礙於楚千玄三皇子這個身份,攔路的兩名男子自然不敢和他正麵衝突。而雲子翰見楚千玄如此維護風淺休卻是臉色變黑,可卻也是敢怒不敢言,隻是說道:“玄王爺您王爺的身份豈是其他人能比?”
“說白了,你這是歧視!”楚千玄轉過身,抬起食指指向雲子翰。
一句話堵得雲子翰語塞,其實也不是他不懂反駁,而是他不好頂撞楚千玄。楚千玄雖然不學無術,在朝中也沒有實權,但畢竟是皇後之子,左相的侄子,不看曾麵也要看佛麵。

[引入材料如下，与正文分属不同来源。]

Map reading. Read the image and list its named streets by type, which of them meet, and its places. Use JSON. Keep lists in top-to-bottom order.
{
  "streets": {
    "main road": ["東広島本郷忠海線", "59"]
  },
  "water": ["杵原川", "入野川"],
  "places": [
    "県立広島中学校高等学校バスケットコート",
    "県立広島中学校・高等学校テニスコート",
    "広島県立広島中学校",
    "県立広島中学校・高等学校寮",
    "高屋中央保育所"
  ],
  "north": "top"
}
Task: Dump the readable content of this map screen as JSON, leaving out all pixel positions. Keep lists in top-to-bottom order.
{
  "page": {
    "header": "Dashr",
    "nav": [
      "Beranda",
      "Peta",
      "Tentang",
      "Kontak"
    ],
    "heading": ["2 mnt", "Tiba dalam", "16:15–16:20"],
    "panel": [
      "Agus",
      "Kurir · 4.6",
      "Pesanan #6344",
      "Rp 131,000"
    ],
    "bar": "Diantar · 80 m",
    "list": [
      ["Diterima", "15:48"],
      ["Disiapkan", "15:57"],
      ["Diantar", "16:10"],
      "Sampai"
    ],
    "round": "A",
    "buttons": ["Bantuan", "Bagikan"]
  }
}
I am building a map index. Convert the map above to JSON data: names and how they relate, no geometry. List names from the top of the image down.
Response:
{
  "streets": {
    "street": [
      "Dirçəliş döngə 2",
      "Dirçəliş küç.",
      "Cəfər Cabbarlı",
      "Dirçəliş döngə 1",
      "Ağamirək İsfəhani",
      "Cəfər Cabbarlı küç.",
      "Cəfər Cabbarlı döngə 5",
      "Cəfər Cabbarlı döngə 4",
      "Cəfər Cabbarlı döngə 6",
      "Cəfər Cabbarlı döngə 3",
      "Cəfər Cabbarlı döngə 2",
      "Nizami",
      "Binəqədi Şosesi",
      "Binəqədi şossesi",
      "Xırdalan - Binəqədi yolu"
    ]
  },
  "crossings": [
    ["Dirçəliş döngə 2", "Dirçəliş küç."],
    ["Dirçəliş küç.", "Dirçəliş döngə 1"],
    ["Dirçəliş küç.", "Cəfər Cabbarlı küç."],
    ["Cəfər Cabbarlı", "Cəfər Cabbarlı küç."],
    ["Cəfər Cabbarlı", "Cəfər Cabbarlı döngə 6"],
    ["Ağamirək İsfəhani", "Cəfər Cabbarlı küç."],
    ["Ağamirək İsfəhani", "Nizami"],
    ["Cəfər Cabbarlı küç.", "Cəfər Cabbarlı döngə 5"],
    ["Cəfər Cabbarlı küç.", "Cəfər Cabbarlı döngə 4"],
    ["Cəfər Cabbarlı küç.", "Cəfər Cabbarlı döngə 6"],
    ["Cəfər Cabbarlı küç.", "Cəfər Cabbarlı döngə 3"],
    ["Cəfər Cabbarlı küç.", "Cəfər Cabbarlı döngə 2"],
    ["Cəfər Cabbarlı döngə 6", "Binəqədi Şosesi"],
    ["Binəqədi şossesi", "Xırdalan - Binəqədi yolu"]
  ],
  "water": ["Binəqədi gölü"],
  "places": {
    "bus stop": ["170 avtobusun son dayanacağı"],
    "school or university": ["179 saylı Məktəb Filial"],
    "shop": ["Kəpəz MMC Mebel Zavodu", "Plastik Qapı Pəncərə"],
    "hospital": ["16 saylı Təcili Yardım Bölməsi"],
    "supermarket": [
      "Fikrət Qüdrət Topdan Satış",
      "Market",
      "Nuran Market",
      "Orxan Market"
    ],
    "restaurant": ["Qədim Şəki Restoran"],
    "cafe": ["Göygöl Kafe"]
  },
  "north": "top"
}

見楚千玄的氣勢明顯壓過雲子翰,楚千悅涼涼一笑,睇了風淺休一眼:“翰墨書齋本就是以文會友的地方,有些人開了特例,已經是對其他人不公平了。現在還開,隻怕大家都會有怨言。”
說著,楚千悅踏步上了二樓,眼眸含笑地看向楚千玄。
他這話針對誰,眾人一聽就知道了。而且在場也隻有他有資格說楚千玄。雖然楚千玄是皇後之子,但他楚千悅也是蘭妃之子,蘭妃雖然在後宮比皇後低了一階,但蘭妃可是鳳影國公主,有整個鳳影國作為靠山,就是皇後也要賣她兩分薄麵。所以楚千悅何須顧忌楚千玄。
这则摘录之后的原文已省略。